They already do provide it, I mentioned this in V1 discussion:

https://lore.kernel.org/lkml/CANn89i+3F6O30Tg5kh-+O2nFa3xJMsverm1bTh-K1G0vk=-gig@mail.gmail.com/

Unfortunately I was told it was not better, some clang versions had
bugs with it.
Re: [PATCH 2/2] x86/irqflags: Use ASM_OUTPUT_RM in native_save_fl()
Posted by Linus Torvalds 1 month, 2 weeks ago
On Sun, 21 Dec 2025 at 13:47, Eric Dumazet <edumazet@google.com> wrote:
>
> Unfortunately I was told it was not better, some clang versions had
> bugs with it.

The whole "builtin is worse than inline asm" is actually a thing even
when not actively buggy.

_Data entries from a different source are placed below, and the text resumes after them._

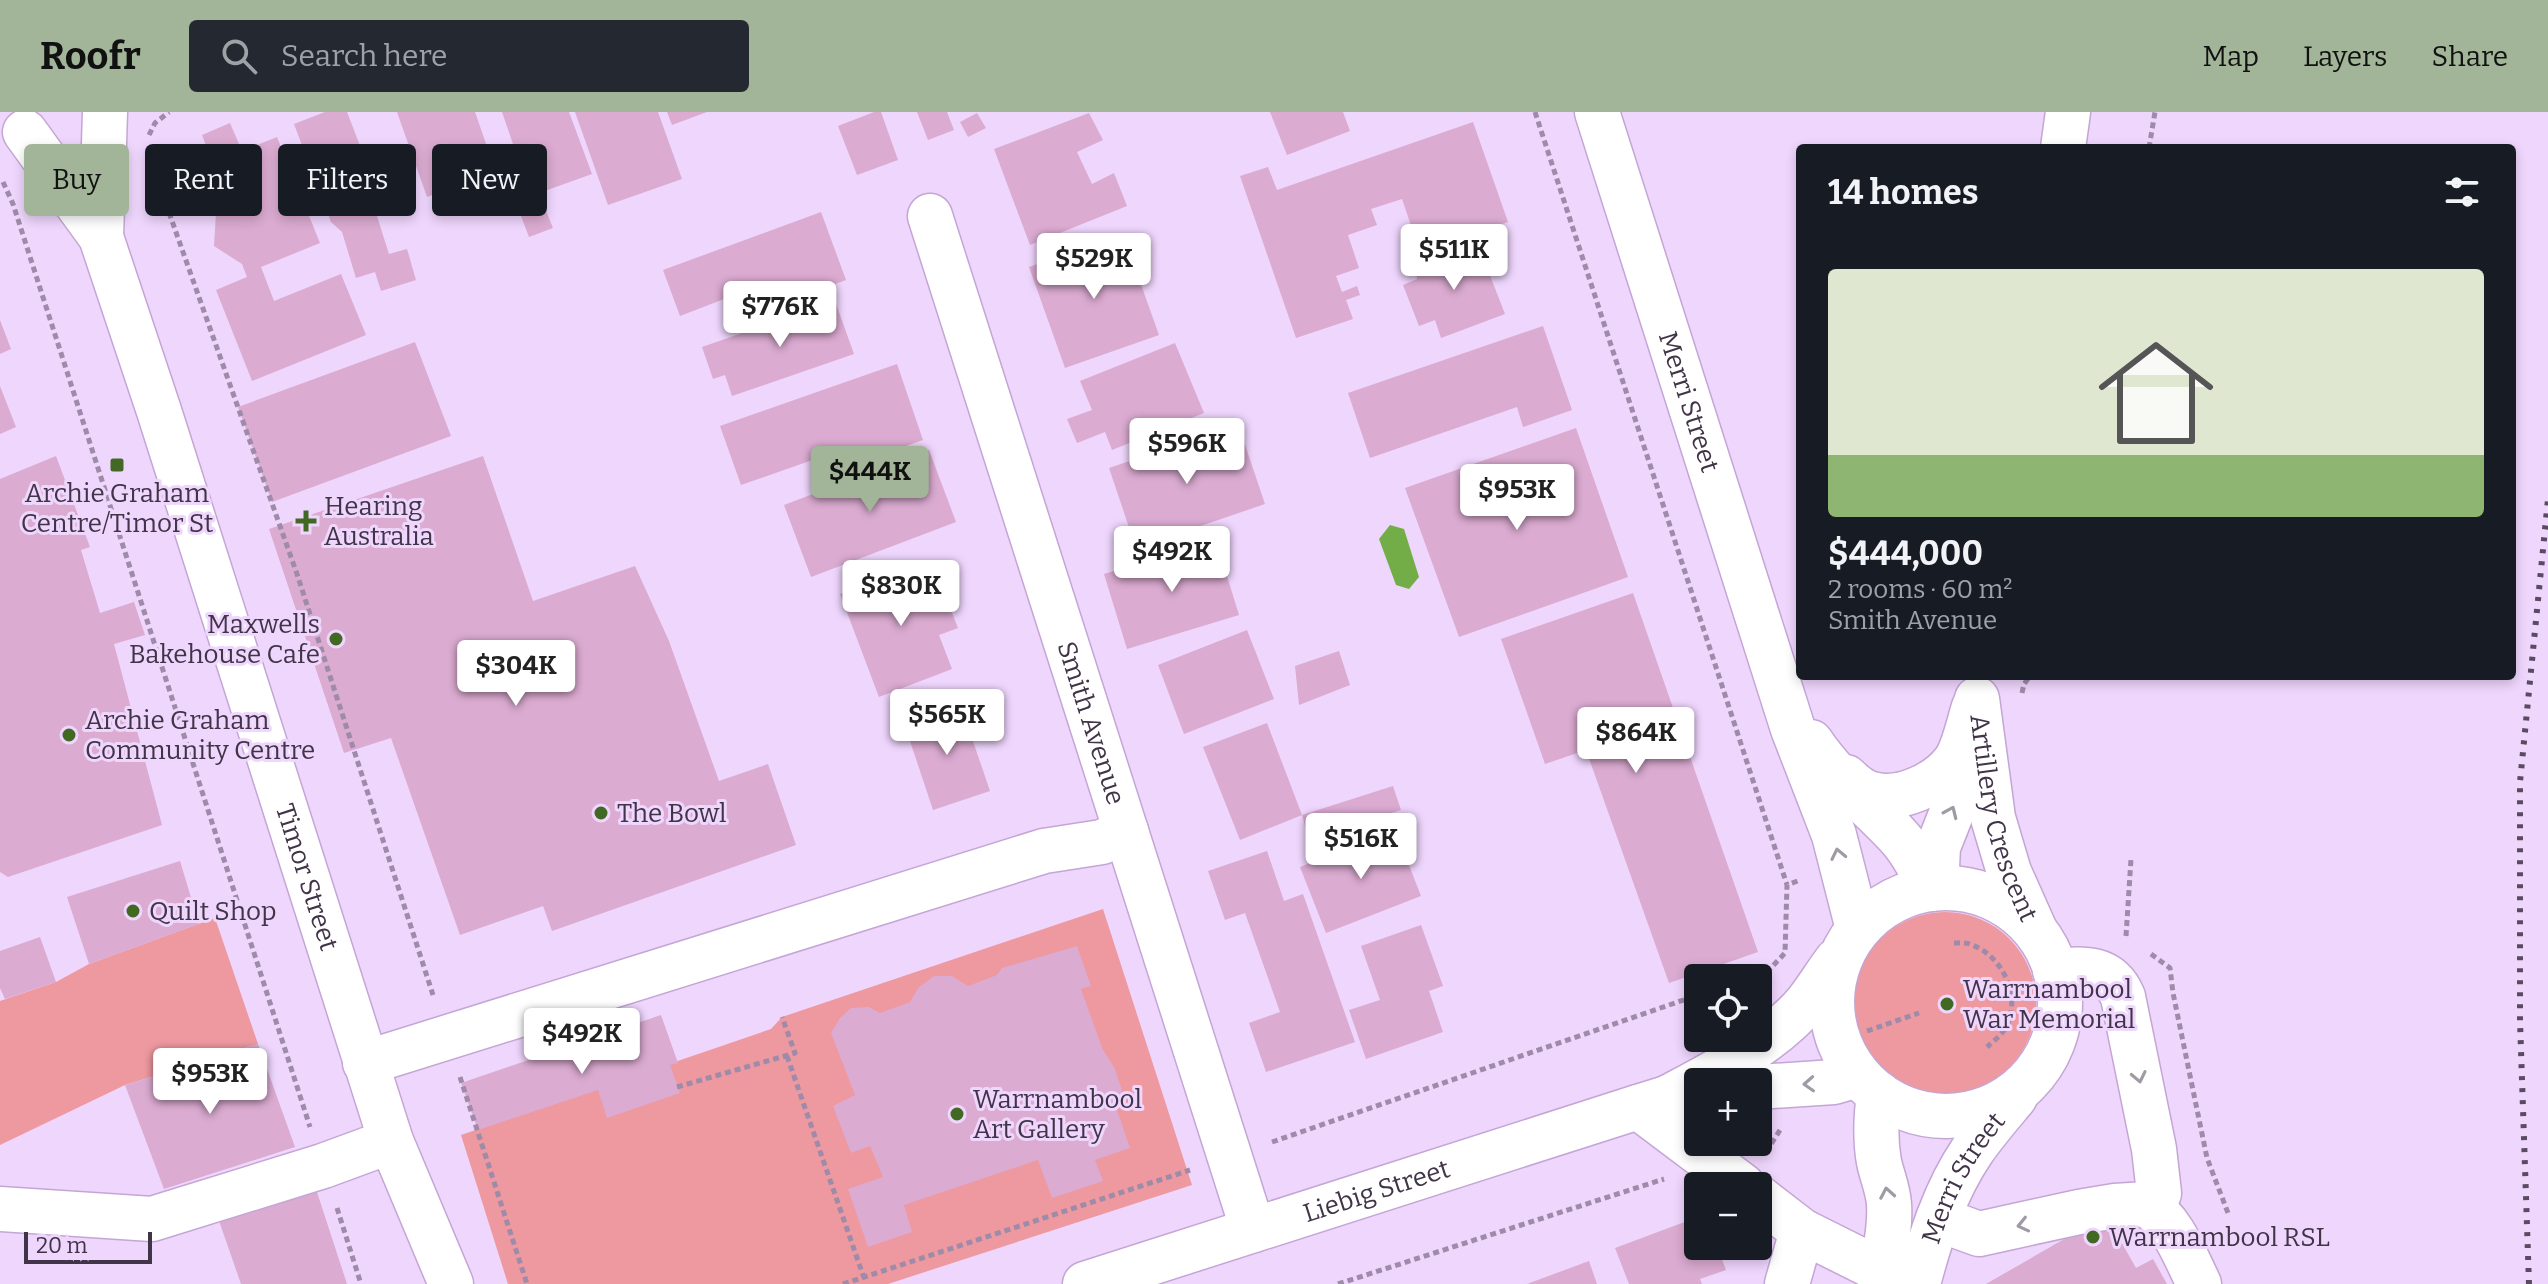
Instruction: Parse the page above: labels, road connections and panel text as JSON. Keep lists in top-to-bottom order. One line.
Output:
{"streets":{"street":["Merri Street","Smith Avenue","Artillery Crescent","Timor Street","Liebig Street"]},"crossings":[["Merri Street","Artillery Crescent"],["Merri Street","Liebig Street"],["Smith Avenue","Liebig Street"],["Artillery Crescent","Liebig Street"]],"one_way":["Artillery Crescent"],"places":{"transit":["Archie Graham Centre/Timor St"],"health":["Hearing Australia"],"other":["Maxwells Bakehouse Cafe","Archie Graham Community Centre","The Bowl","Quilt Shop","Warrnambool War Memorial","Warrnambool Art Gallery","Warrnambool RSL"]},"scale_bar":"20 m","page":{"header":"Roofr","search":"Search here","nav":["Map","Layers","Share"],"chip":["Buy","Rent","Filters","New"],"heading":"14 homes","price":["$511K","$529K","$776K","$596K","$444K","$953K","$492K","$830K","$304K","$565K","$864K","$516K","$492K","$953K"],"list":[{"name":"$444,000","note":"2 rooms · 60 m² · Smith Avenue"}],"map_buttons":["+","−"],"scale":"20 m"}}
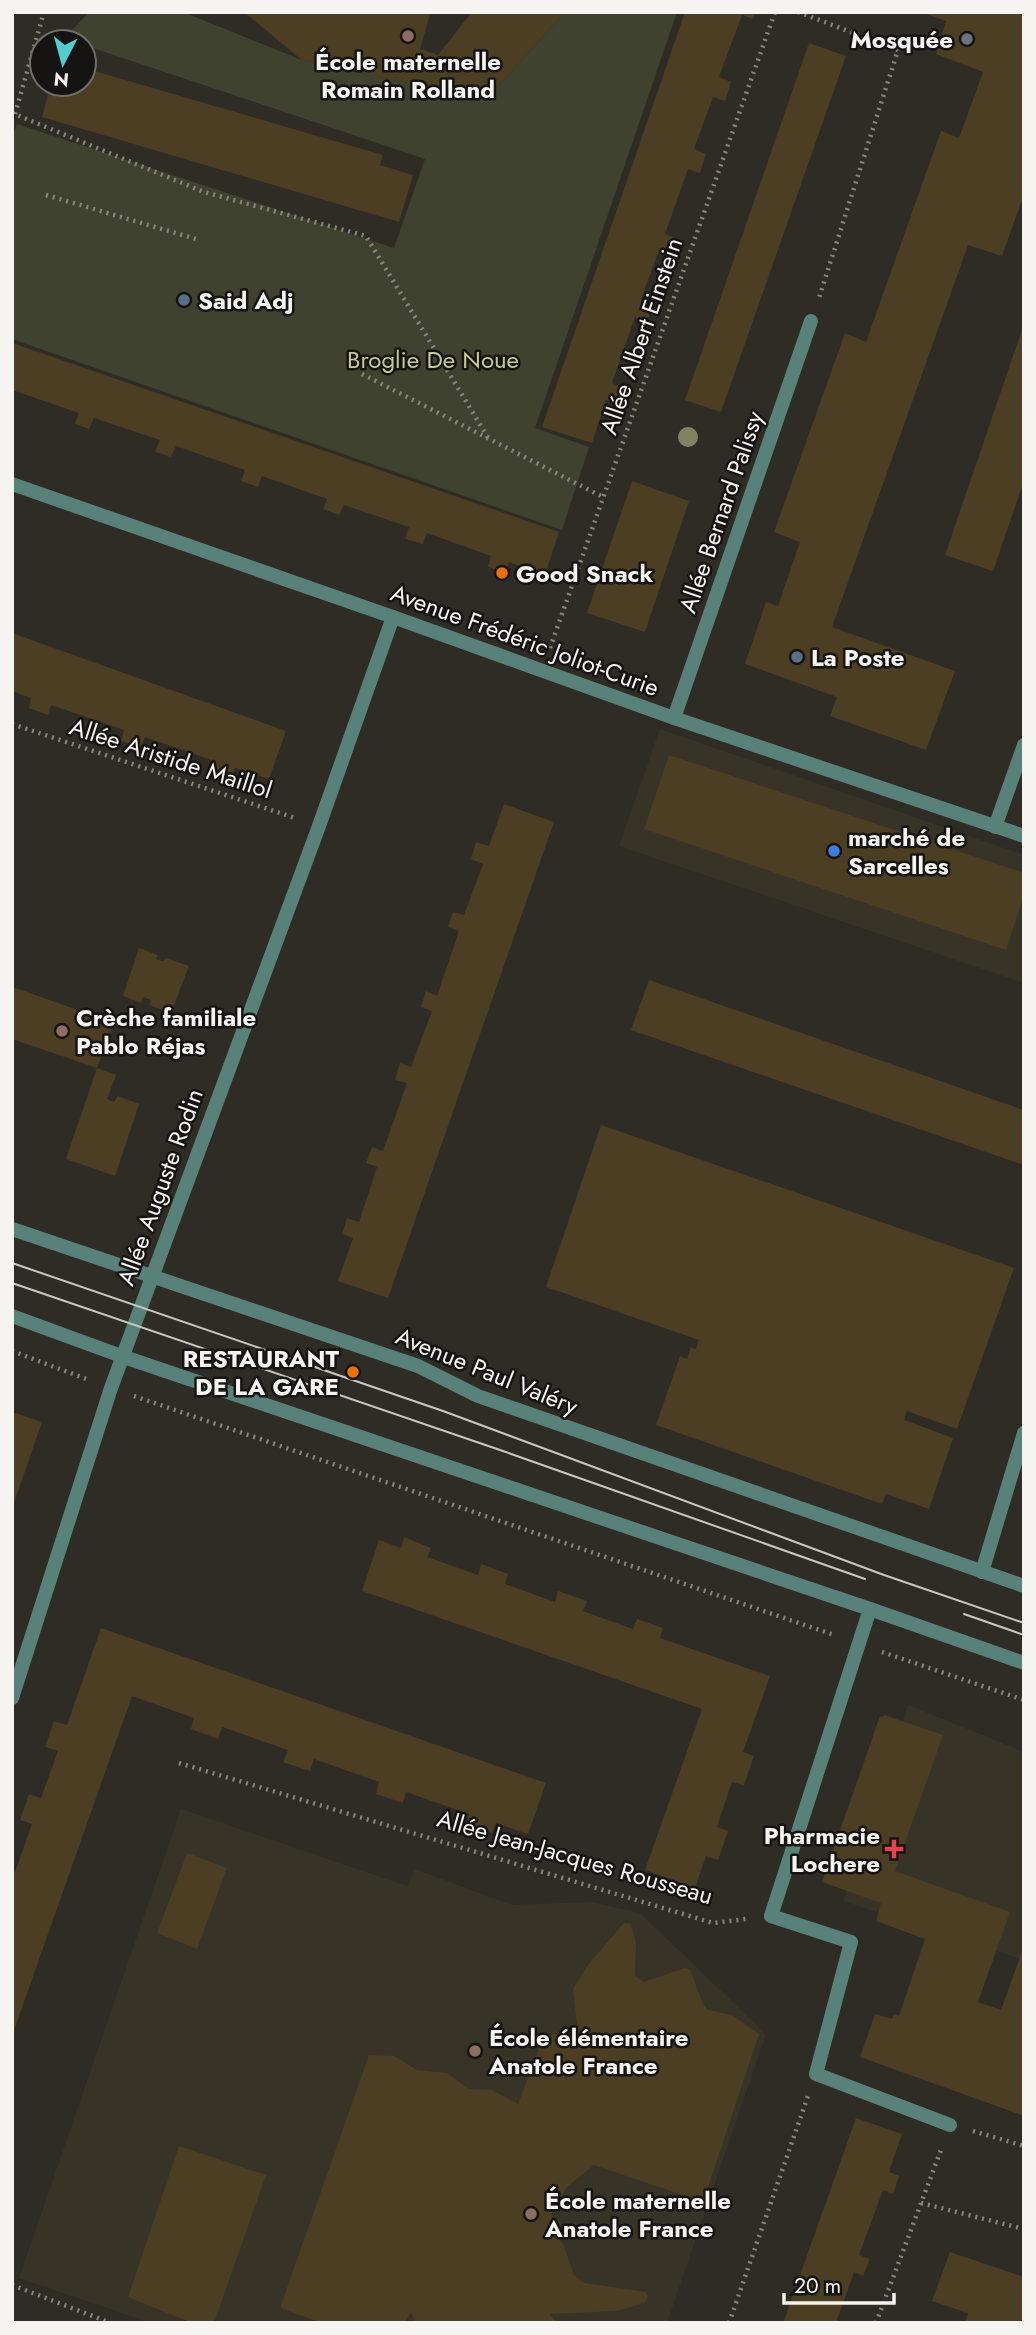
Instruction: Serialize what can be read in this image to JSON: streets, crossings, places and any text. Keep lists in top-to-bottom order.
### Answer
{
  "streets": {
    "street": [
      "Allée Bernard Palissy",
      "Avenue Frédéric Joliot-Curie",
      "Allée Auguste Rodin",
      "Avenue Paul Valéry"
    ],
    "path": ["Allée Albert Einstein", "Allée Aristide Maillol", "Allée Jean-Jacques Rousseau"]
  },
  "crossings": [
    ["Allée Albert Einstein", "Avenue Frédéric Joliot-Curie"],
    ["Allée Bernard Palissy", "Avenue Frédéric Joliot-Curie"],
    ["Avenue Frédéric Joliot-Curie", "Allée Auguste Rodin"],
    ["Allée Aristide Maillol", "Allée Auguste Rodin"],
    ["Allée Auguste Rodin", "Avenue Paul Valéry"]
  ],
  "parks": ["Broglie De Noue"],
  "places": {
    "other": [
      "École maternelle Romain Rolland",
      "Mosquée",
      "Said Adj",
      "Good Snack",
      "La Poste",
      "marché de Sarcelles",
      "Crèche familiale Pablo Réjas",
      "RESTAURANT DE LA GARE",
      "École élémentaire Anatole France",
      "École maternelle Anatole France"
    ],
    "health": ["Pharmacie Lochere"]
  },
  "scale_bar": "20 m",
  "north": "bottom"
}
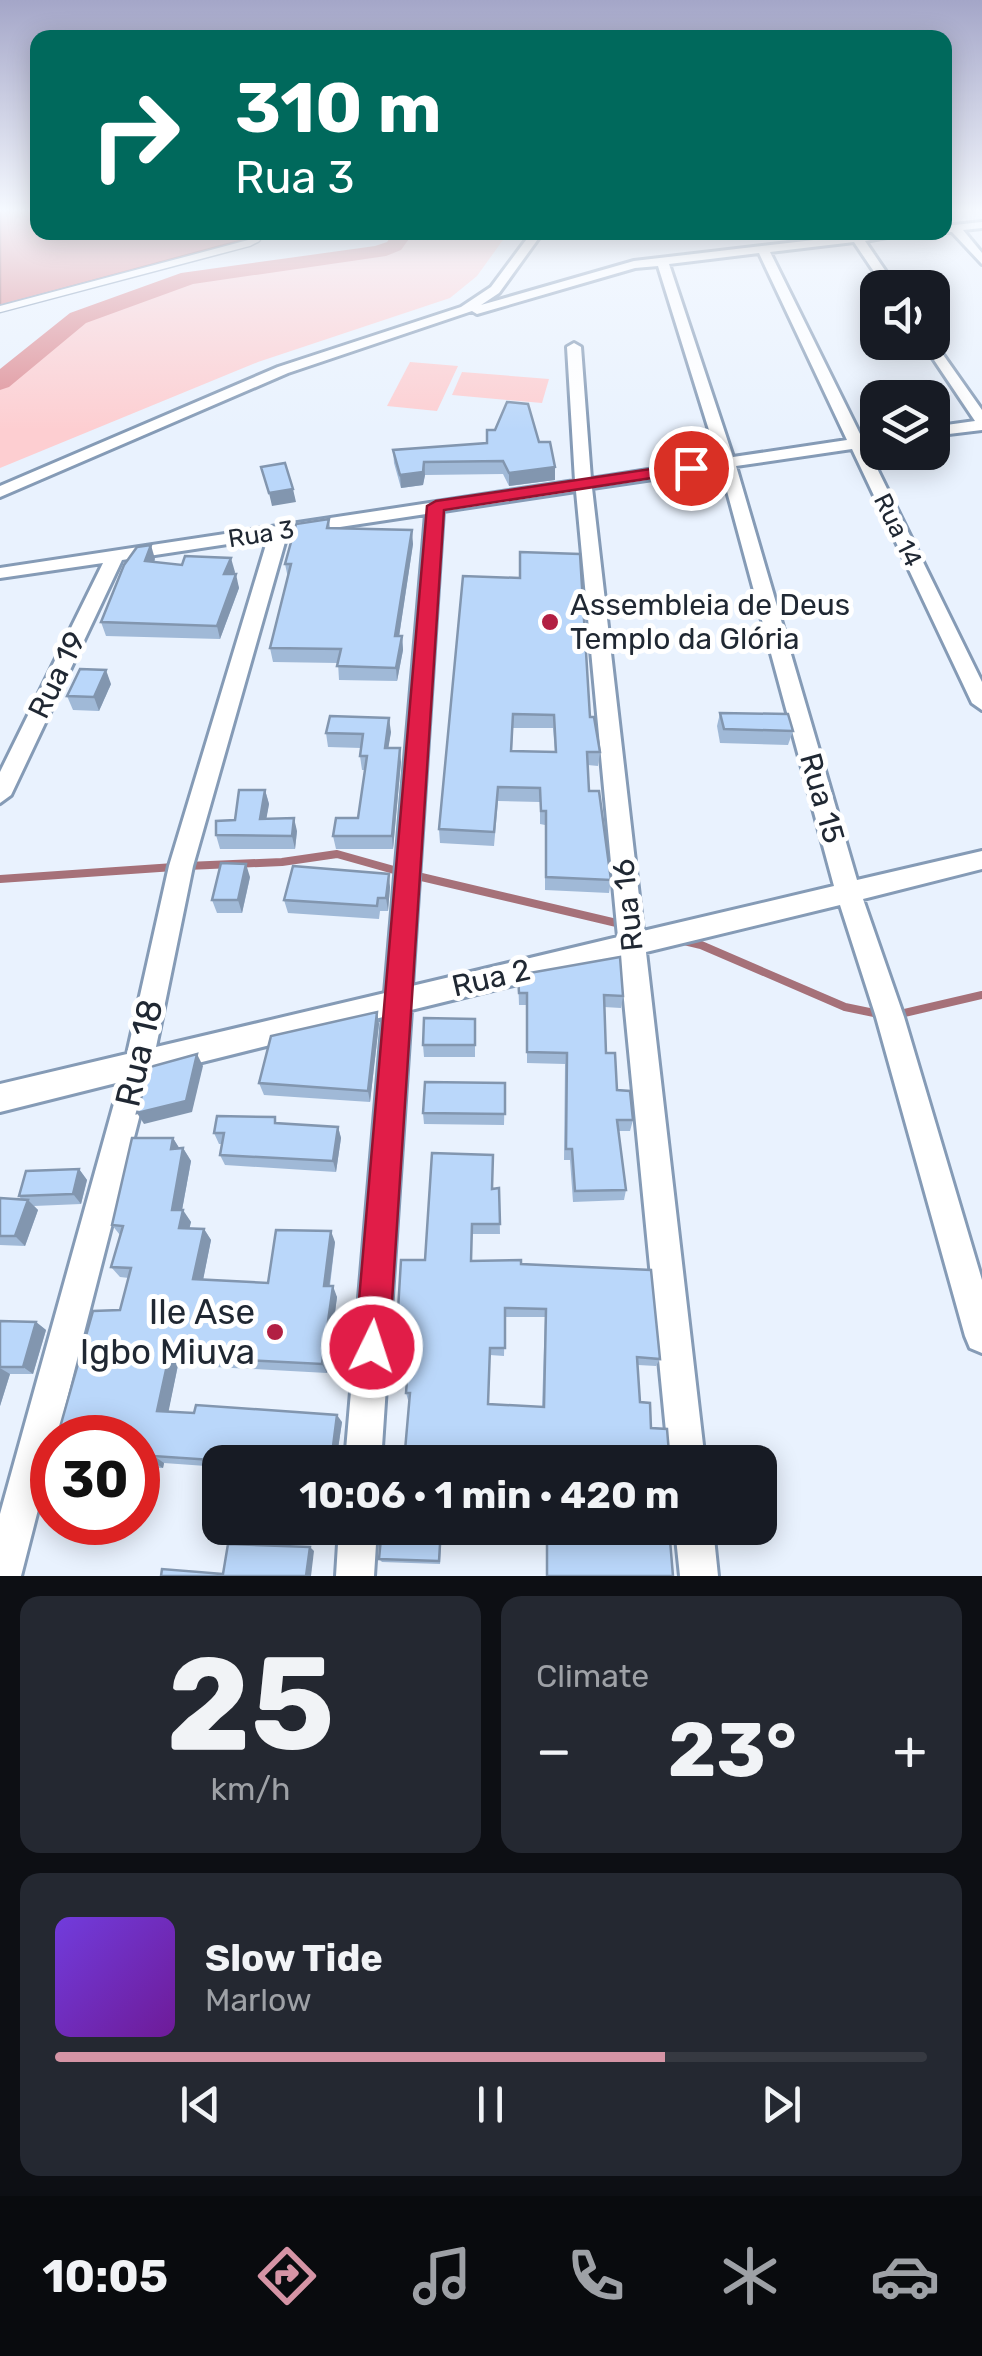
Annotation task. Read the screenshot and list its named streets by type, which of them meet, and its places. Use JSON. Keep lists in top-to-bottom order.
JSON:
{
  "streets": {
    "street": [
      "Rua 14",
      "Rua 3",
      "Rua 19",
      "Rua 15",
      "Rua 16",
      "Rua 2",
      "Rua 18"
    ]
  },
  "crossings": [
    ["Rua 14", "Rua 3"],
    ["Rua 3", "Rua 19"],
    ["Rua 3", "Rua 15"],
    ["Rua 3", "Rua 16"],
    ["Rua 3", "Rua 18"],
    ["Rua 15", "Rua 2"],
    ["Rua 16", "Rua 2"],
    ["Rua 2", "Rua 18"]
  ],
  "places": ["Assembleia de Deus Templo da Glória", "Ile Ase Igbo Miuva"],
  "page": {
    "turn": ["310 m", "Rua 3"],
    "limit": "30",
    "trip": "10:06 · 1 min · 420 m",
    "tile": [
      ["25", "km/h"],
      "Climate"
    ],
    "heat": ["−", "23°", "+"],
    "song": ["Slow Tide", "Marlow"],
    "tabs": "10:05"
  }
}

We've had things like that a few times
before.

It's why we have out own variable_ffs() implementation, for example,
and do things like

   #define ffs(x) (__builtin_constant_p(x) ? __builtin_ffs(x) : variable_ffs(x))

because __builtin_ffs() generates pointlessly silly code on at least
some compiler versions:

    https://gcc.gnu.org/bugzilla/show_bug.cgi?id=106471

So then just using inline asm gets us at least reliable results, and
we can - and do - tweak it for specific known configs.

             Linus
Re: [PATCH 2/2] x86/irqflags: Use ASM_OUTPUT_RM in native_save_fl()
Posted by H. Peter Anvin 1 month, 2 weeks ago
On December 21, 2025 3:20:43 PM PST, Linus Torvalds <torvalds@linux-foundation.org> wrote:
>On Sun, 21 Dec 2025 at 13:47, Eric Dumazet <edumazet@google.com> wrote:
>>
>> Unfortunately I was told it was not better, some clang versions had
>> bugs with it.
>
>The whole "builtin is worse than inline asm" is actually a thing even
>when not actively buggy. We've had things like that a few times
>before.
>
>It's why we have out own variable_ffs() implementation, for example,
>and do things like
>
>   #define ffs(x) (__builtin_constant_p(x) ? __builtin_ffs(x) : variable_ffs(x))
>
>because __builtin_ffs() generates pointlessly silly code on at least
>some compiler versions:
>
>    https://gcc.gnu.org/bugzilla/show_bug.cgi?id=106471
>
>So then just using inline asm gets us at least reliable results, and
>we can - and do - tweak it for specific known configs.
>
>             Linus

Sigh.

It's just disappointing to see this kind of stuff.
Re: [PATCH 2/2] x86/irqflags: Use ASM_OUTPUT_RM in native_save_fl()
Posted by Linus Torvalds 1 month, 2 weeks ago
On Sun, 21 Dec 2025 at 15:44, H. Peter Anvin <hpa@zytor.com> wrote:
>
> Sigh.
>
> It's just disappointing to see this kind of stuff.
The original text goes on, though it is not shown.